§ Stored data entries:
= Beginning of Section =
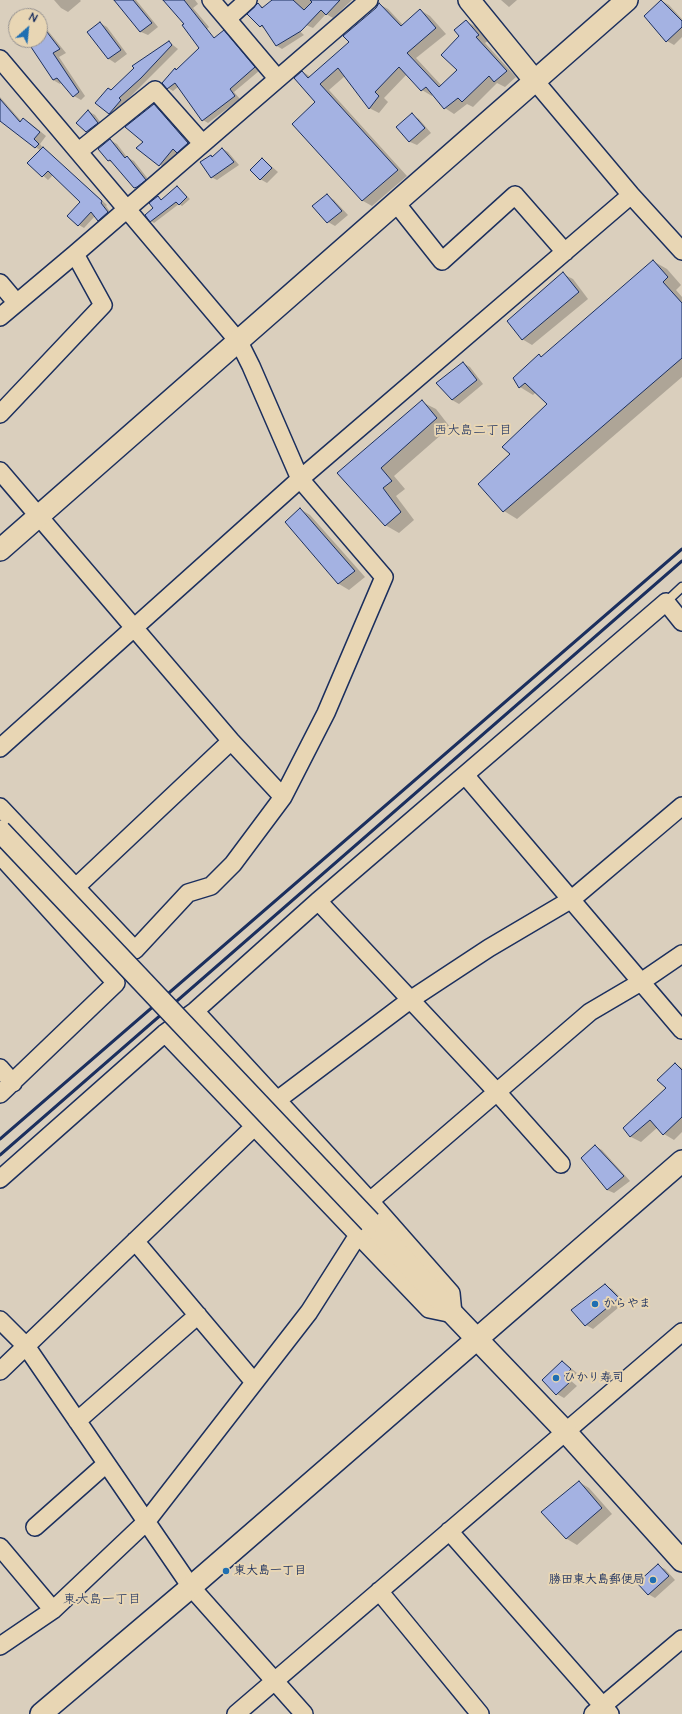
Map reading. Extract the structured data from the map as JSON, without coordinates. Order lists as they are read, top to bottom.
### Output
{
  "districts": ["西大島二丁目", "東大島一丁目"],
  "places": [
    "からやま",
    "ひかり寿司",
    "東大島一丁目",
    "勝田東大島郵便局"
  ],
  "north": "top right"
}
= End of Section =
§ What you should do:
Leave out the pictures, and give all the records again exactly.

§ Output of the exercise:
Map reading. Extract the structured data from the map as JSON, without coordinates. Order lists as they are read, top to bottom.
### Output
{
  "districts": ["西大島二丁目", "東大島一丁目"],
  "places": [
    "からやま",
    "ひかり寿司",
    "東大島一丁目",
    "勝田東大島郵便局"
  ],
  "north": "top right"
}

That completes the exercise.